→ ACTIVITY
Which lines of the data below include the string "absolute"? Return each of them.

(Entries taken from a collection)
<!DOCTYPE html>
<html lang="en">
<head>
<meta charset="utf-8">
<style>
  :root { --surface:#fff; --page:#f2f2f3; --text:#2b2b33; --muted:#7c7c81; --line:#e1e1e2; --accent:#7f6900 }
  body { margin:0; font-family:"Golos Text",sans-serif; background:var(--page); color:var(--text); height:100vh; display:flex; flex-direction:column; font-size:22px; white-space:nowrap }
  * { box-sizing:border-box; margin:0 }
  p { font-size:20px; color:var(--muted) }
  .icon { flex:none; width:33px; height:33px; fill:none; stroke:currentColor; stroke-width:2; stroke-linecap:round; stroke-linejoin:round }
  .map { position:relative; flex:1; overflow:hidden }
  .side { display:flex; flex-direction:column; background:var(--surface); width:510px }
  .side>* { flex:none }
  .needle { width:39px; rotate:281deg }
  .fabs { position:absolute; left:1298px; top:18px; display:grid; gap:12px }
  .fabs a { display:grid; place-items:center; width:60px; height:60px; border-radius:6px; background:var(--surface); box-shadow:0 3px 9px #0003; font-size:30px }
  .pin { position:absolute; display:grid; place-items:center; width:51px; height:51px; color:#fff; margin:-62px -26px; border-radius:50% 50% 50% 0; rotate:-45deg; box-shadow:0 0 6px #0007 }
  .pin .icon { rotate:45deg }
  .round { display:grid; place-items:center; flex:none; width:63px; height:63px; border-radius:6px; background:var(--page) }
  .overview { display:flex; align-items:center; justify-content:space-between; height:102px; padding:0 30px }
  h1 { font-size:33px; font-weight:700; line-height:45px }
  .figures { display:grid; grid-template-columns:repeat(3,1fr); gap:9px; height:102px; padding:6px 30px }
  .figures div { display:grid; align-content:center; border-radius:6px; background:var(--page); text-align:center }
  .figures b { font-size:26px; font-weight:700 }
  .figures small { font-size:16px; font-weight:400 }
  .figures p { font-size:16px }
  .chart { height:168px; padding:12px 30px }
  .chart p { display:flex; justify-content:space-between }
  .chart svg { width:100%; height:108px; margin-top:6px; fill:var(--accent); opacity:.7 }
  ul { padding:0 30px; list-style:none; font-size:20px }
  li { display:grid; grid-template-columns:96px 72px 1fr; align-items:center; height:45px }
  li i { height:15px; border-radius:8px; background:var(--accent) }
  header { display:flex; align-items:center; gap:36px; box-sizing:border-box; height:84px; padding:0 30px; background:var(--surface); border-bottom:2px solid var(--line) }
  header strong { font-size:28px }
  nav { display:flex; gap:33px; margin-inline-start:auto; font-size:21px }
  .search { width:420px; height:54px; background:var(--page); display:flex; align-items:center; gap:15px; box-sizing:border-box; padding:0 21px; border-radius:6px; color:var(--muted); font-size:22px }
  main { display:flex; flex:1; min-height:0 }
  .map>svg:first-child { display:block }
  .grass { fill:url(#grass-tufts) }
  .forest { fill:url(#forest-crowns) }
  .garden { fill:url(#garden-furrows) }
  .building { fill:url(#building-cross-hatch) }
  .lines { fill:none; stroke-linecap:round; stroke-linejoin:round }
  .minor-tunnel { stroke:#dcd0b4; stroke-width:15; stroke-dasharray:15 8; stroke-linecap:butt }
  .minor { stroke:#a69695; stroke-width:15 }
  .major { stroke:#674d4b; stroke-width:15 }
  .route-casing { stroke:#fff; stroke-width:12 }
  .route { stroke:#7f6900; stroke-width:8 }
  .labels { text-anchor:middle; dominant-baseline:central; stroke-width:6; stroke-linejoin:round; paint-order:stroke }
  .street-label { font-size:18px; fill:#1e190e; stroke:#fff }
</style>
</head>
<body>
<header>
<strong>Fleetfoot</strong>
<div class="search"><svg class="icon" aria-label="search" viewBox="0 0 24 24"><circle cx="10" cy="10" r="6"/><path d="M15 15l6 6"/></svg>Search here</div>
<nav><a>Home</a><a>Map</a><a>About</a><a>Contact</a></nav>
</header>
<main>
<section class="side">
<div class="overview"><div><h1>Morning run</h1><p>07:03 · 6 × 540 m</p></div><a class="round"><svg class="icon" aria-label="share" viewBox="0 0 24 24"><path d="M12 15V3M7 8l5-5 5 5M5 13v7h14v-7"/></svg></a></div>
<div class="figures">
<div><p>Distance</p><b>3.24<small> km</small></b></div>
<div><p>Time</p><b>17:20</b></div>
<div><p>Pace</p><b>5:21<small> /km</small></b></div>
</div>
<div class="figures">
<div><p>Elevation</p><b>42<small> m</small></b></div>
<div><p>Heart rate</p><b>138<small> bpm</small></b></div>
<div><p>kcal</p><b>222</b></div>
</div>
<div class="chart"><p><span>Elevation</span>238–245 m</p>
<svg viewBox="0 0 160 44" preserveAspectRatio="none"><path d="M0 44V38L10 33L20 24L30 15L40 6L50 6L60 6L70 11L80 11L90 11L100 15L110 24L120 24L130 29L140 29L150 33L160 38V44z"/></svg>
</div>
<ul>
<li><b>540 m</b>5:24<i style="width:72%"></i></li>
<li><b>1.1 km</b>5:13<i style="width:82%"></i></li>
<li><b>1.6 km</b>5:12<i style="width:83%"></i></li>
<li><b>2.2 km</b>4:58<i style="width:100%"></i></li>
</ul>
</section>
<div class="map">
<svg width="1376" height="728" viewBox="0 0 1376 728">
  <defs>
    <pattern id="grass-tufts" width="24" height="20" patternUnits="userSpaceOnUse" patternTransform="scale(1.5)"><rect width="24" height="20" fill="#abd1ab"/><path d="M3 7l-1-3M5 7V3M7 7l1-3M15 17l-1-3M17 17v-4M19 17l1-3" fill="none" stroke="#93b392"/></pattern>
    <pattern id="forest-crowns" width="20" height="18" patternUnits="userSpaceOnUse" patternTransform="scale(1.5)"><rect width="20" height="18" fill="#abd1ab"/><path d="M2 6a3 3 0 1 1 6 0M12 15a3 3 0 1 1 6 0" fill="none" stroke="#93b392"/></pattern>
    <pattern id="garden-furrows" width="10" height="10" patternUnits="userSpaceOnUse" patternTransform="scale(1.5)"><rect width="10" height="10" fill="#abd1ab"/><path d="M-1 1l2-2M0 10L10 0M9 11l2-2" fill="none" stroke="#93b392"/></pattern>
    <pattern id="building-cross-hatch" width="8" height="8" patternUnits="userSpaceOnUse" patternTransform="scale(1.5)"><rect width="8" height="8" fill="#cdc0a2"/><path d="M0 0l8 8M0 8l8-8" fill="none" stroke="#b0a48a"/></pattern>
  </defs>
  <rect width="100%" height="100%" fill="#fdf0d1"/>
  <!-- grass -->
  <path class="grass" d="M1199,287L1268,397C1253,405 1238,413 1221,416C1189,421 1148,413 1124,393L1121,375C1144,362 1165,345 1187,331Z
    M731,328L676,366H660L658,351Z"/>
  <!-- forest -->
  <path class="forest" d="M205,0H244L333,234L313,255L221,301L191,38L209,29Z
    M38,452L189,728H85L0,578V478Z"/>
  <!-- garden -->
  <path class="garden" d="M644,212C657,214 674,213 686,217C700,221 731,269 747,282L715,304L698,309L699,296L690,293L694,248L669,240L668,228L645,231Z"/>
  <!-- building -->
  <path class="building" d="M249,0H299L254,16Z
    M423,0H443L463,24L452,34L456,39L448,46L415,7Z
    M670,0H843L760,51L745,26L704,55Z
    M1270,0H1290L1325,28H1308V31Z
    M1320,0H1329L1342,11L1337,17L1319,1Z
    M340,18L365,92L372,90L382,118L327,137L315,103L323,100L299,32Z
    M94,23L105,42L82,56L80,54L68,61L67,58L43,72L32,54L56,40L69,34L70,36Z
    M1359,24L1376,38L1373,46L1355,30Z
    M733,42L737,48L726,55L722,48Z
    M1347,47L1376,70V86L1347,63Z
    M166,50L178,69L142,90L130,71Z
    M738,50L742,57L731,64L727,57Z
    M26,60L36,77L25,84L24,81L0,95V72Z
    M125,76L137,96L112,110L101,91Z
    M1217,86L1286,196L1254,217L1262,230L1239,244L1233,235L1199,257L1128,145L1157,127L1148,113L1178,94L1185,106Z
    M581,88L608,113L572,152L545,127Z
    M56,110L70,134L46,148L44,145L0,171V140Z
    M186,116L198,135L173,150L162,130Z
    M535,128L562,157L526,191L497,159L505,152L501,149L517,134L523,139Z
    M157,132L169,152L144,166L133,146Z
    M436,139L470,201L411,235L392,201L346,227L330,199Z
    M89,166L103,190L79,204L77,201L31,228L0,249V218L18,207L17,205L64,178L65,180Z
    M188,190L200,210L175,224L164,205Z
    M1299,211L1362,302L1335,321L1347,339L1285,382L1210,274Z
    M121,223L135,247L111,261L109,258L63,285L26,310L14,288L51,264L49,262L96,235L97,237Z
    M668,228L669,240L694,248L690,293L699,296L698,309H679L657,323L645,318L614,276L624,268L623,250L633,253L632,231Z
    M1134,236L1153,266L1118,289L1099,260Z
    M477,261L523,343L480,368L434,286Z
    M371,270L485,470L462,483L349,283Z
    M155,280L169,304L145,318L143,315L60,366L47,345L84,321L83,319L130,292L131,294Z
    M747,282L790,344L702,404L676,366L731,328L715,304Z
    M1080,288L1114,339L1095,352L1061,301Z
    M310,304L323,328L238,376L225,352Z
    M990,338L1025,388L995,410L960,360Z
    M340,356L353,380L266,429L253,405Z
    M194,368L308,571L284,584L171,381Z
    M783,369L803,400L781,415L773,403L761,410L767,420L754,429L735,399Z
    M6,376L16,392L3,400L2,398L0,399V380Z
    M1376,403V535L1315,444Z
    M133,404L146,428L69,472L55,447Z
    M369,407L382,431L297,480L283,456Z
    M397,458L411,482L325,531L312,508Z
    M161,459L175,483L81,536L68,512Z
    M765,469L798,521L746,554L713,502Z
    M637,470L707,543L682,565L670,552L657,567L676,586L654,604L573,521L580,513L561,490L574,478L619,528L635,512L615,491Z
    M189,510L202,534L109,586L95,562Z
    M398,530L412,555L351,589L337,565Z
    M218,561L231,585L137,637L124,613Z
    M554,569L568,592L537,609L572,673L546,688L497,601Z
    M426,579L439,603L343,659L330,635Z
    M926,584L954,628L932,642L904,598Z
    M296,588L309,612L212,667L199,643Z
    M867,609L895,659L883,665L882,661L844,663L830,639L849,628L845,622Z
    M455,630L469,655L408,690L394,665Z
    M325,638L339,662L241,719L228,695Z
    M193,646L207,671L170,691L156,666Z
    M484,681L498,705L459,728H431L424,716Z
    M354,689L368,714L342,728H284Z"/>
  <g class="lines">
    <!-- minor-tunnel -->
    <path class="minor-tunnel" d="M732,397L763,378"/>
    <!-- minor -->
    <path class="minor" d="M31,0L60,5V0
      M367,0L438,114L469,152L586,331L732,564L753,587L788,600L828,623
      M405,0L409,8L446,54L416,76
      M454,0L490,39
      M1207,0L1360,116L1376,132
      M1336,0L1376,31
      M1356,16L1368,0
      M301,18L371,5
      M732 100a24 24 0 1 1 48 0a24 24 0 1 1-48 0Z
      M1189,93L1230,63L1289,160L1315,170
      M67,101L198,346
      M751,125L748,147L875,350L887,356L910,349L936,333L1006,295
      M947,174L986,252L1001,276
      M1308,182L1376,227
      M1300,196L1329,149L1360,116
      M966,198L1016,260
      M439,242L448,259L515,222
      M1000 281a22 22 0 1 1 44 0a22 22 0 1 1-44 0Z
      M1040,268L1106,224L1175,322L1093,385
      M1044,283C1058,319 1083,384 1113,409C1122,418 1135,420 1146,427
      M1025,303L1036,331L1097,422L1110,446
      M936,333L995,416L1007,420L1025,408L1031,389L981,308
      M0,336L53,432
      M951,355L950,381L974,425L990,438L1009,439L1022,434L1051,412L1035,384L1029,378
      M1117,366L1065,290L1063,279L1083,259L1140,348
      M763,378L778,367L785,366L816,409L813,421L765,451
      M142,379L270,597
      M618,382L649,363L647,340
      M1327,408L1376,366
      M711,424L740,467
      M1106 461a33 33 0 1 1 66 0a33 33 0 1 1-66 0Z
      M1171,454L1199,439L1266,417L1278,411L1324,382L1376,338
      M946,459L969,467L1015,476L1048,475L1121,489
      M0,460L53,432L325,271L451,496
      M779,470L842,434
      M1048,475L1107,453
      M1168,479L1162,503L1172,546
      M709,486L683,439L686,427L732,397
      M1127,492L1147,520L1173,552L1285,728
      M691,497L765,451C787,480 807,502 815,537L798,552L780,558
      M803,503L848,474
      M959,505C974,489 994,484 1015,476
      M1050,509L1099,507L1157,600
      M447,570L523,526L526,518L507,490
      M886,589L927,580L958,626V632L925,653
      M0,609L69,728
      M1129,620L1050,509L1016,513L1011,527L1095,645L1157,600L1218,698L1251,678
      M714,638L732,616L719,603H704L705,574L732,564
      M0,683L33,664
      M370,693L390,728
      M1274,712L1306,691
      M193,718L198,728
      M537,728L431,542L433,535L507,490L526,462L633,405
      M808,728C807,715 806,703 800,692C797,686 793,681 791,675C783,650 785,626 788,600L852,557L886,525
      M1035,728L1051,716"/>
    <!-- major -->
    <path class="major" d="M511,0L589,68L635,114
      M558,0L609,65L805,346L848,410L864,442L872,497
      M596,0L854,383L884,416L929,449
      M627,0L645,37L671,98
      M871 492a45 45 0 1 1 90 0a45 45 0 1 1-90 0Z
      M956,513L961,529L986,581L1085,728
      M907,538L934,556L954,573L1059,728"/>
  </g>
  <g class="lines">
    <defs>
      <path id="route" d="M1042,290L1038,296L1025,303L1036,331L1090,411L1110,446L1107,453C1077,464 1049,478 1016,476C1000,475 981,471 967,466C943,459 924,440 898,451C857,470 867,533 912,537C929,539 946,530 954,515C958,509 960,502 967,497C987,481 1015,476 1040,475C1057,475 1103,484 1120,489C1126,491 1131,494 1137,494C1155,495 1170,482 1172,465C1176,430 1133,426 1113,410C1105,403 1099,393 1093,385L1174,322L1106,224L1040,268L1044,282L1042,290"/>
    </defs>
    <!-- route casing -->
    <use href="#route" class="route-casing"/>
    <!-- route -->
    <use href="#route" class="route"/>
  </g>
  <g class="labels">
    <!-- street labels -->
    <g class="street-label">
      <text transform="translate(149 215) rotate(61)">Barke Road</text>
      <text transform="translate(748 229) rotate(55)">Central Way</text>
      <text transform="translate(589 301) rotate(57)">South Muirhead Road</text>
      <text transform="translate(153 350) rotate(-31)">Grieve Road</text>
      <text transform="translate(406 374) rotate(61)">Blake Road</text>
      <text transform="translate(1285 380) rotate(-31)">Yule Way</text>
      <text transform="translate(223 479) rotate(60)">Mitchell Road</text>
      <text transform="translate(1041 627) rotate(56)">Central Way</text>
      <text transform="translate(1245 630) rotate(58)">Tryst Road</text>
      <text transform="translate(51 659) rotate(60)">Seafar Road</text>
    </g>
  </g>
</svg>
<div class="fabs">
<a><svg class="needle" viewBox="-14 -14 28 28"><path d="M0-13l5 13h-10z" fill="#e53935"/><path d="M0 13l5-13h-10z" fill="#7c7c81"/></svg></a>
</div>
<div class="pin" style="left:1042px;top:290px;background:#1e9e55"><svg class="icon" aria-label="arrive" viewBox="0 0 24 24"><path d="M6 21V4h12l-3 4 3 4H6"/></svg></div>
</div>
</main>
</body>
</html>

→ EXPECTED ANSWER
  .fabs { position:absolute; left:1298px; top:18px; display:grid; gap:12px }
  .pin { position:absolute; display:grid; place-items:center; width:51px; height:51px; color:#fff; margin:-62px -26px; border-radius:50% 50% 50% 0; rotate:-45deg; box-shadow:0 0 6px #0007 }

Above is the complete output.